CIL Add flux normaliser processor

Description

New FluxNormaliser processor to normalise data

[x] to a float value
[x] to an array of floats with size matching the
[x] to the mean value calculated from a specified region of interest in the data itself

Example Usage

Changes

Testing you performed

Please add any demo scripts to https://github.com/TomographicImaging/CIL-Demos/tree/main/misc Tests in test_DataProcessor.py TestFluxNormaliser class

Related issues/links

#1877

Checklist

[x] I have performed a self-review of my code
[x] I have added docstrings in line with the guidance in the developer guide
[x] I have updated the relevant documentation
[x] I have implemented unit tests that cover any new or modified functionality
[x] CHANGELOG.md has been updated with any functionality change
[ ] Request review from all relevant developers
[x] Change pull request label to 'Waiting for review'

Contribution Notes

Please read and adhere to the developer guide and local patterns and conventions.

[x] The content of this Pull Request (the Contribution) is intentionally submitted for inclusion in CIL (the Work) under the terms and conditions of the Apache-2.0 License
[x] I confirm that the contribution does not violate any intellectual property rights of third parties

Jul 25 '24 11:07 hrobarts

Some examples: Normalise all data with a scalar value

processor = FluxNormaliser(flux=10)
processor.set_input(data)
data_norm = processor.get_output()
show2D([data, data_norm], ['Data','Normalised data'])

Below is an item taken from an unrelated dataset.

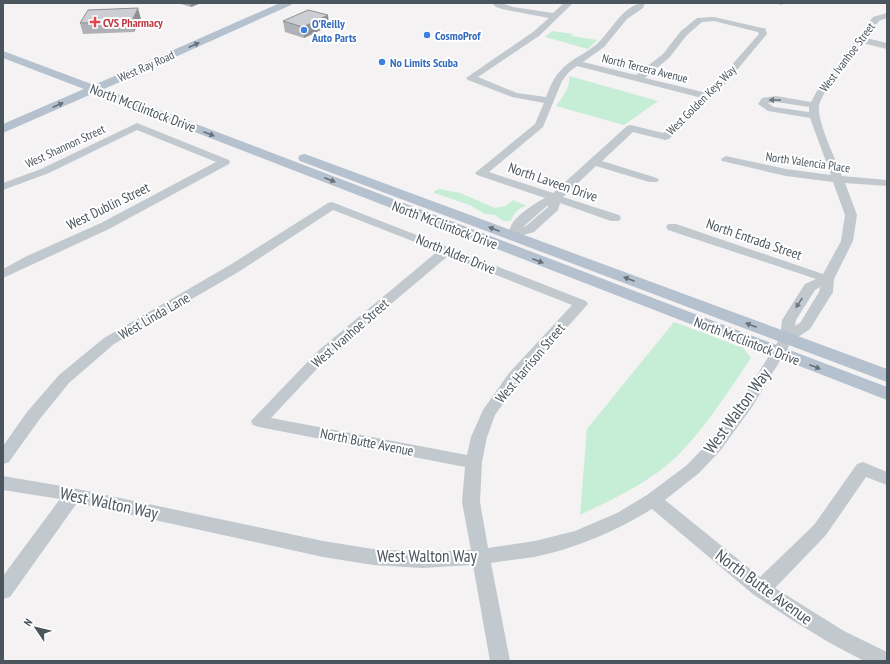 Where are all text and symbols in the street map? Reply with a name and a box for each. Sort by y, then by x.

Normalise data with a scalar value per projection

processor = FluxNormaliser(flux=np.arange(1,2,(2-1)/(data.get_dimension_size('angle'))))
processor.set_input(data)
data_norm = processor.get_output()
show2D([data, data_norm], slice_list=('vertical',80))

Normalise data using a region in the background of each projection.

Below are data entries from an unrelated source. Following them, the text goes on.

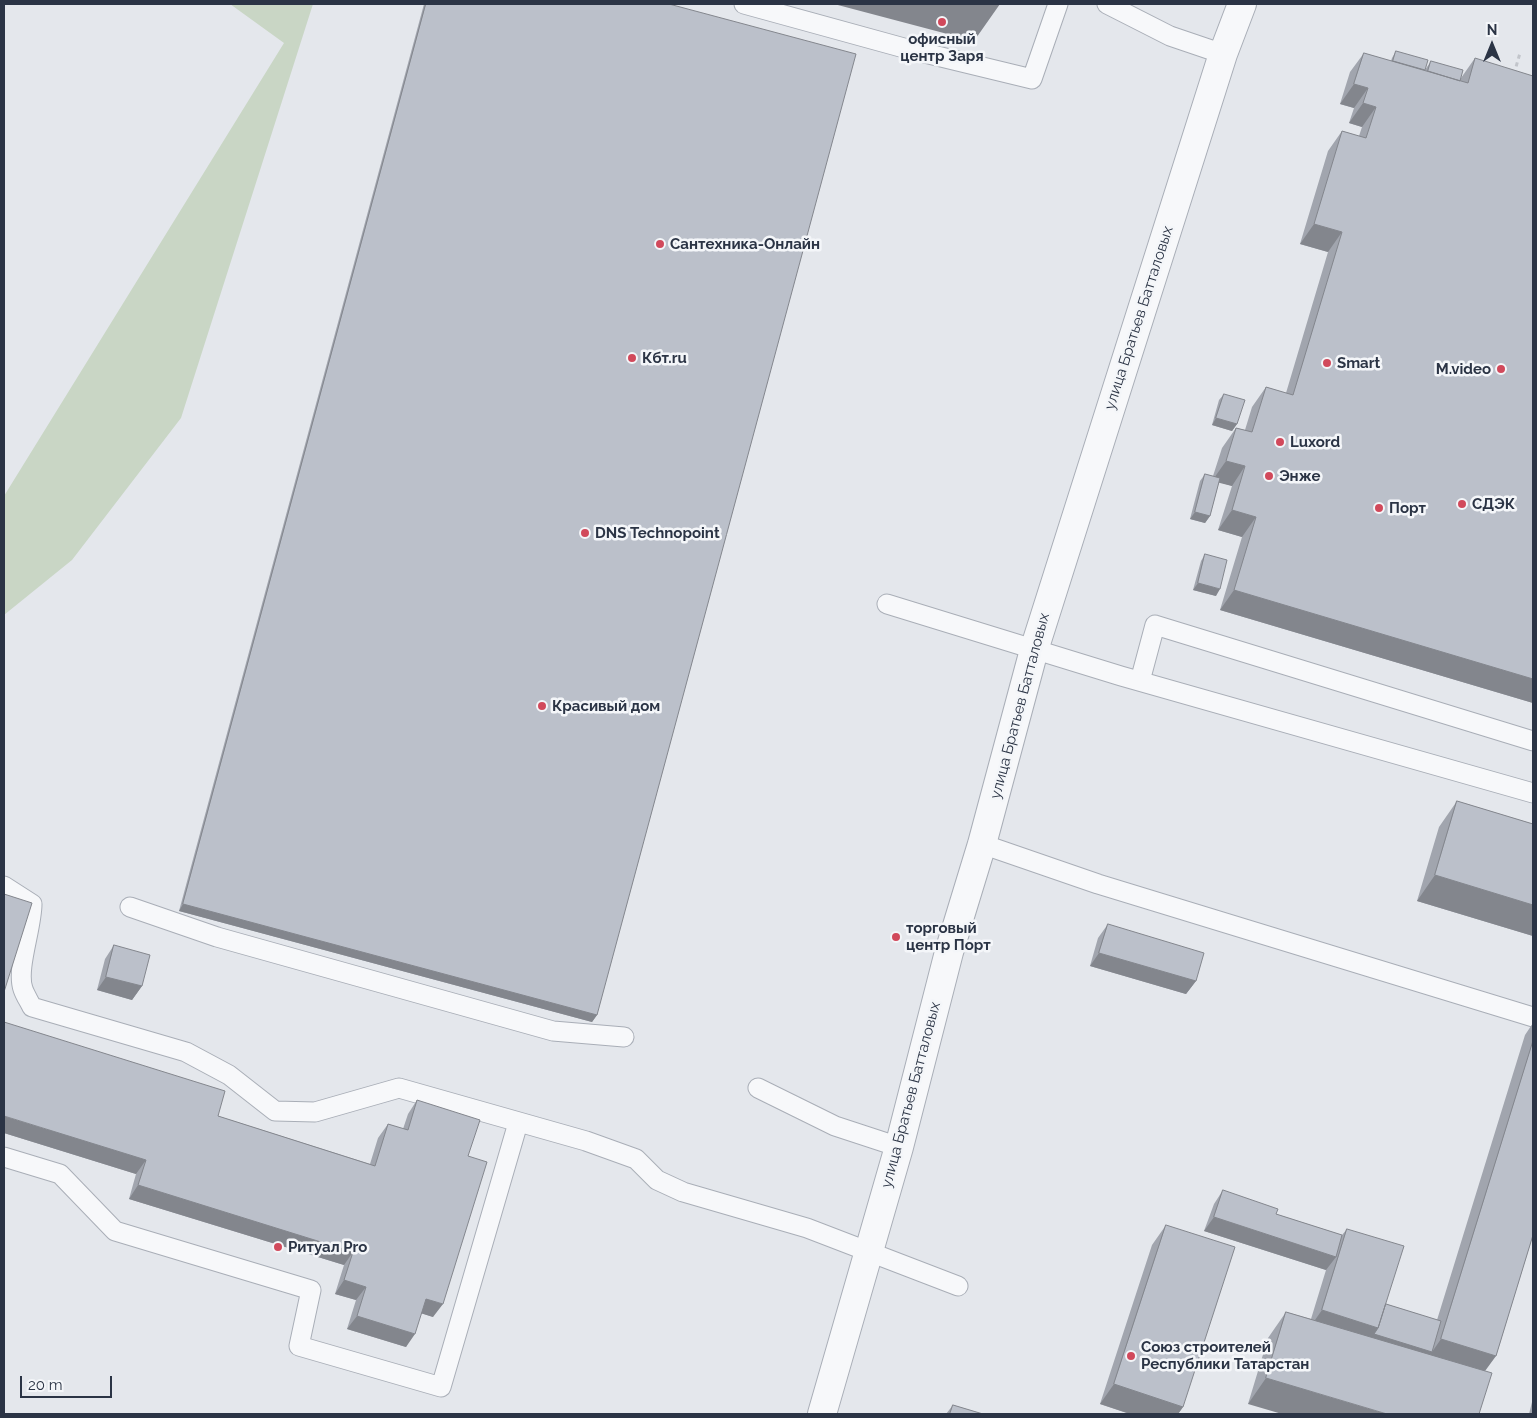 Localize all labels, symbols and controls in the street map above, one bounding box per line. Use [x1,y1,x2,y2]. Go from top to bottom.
marker: офисный центр Заря [936,16,948,28]
north arrow [1467,20,1517,70]
text: N [1487,22,1497,38]
place label: офисный центр Заря [900,30,984,65]
street label: улица Братьев Батталовых [1101,224,1177,412]
place label: Сантехника-Онлайн [670,235,820,253]
marker: Сантехника-Онлайн [654,238,666,250]
place label: Кбт.ru [642,349,687,367]
marker: Кбт.ru [626,352,638,364]
place label: Smart [1337,354,1380,372]
marker: Smart [1321,357,1333,369]
place label: M.video [1436,360,1491,378]
marker: M.video [1495,363,1507,375]
place label: Luxord [1290,433,1340,451]
marker: Luxord [1274,436,1286,448]
place label: Энже [1279,467,1320,485]
marker: Энже [1263,470,1275,482]
place label: СДЭК [1472,495,1515,513]
marker: СДЭК [1456,498,1468,510]
place label: Порт [1389,499,1426,517]
marker: Порт [1373,502,1385,514]
place label: DNS Technopoint [595,524,720,542]
marker: DNS Technopoint [579,527,591,539]
street label: улица Братьев Батталовых [986,611,1054,801]
place label: Красивый дом [552,697,660,715]
marker: Красивый дом [536,700,548,712]
place label: торговый центр Порт [906,919,991,954]
marker: торговый центр Порт [890,931,902,943]
street label: улица Братьев Батталовых [877,1000,945,1190]
place label: Ритуал Pro [288,1238,367,1256]
marker: Ритуал Pro [272,1241,284,1253]
place label: Союз строителей Республики Татарстан [1141,1338,1309,1373]
marker: Союз строителей Республики Татарстан [1125,1350,1137,1362]
scale bar [22,1366,115,1398]
text: 20 m [28,1376,63,1394]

roi = {'vertical':(0,14), 'horizontal':(0,14)}
processor = FluxNormaliser(roi=roi)
processor.set_input(data)
processor.show_roi()

The default output of show_roi() shows the roi plotted on the dataset for the first and last projection and the projection which has the maximum variation from the mean intensity (Z-score) in the roi, as well as a plot of the mean intensity per projection. In this case we can see that although the roi is empty for most projections, there are some cases where there is material in the roi like index 176. We can also use processor.show_roi(angle_index=250) with a specific angle_index if we want to check a different projection which looks like an outlier In this case, if we change the roi we can make sure it's empty for all projections

roi = {'vertical':(0,10), 'horizontal':(0,10)}
processor = FluxNormaliser(roi=roi)
processor.set_input(data)
processor.show_roi()

data_norm = processor.get_output()

In this example with synchrotron data, the background has a gradient so the Z-score might not be the best metric to use.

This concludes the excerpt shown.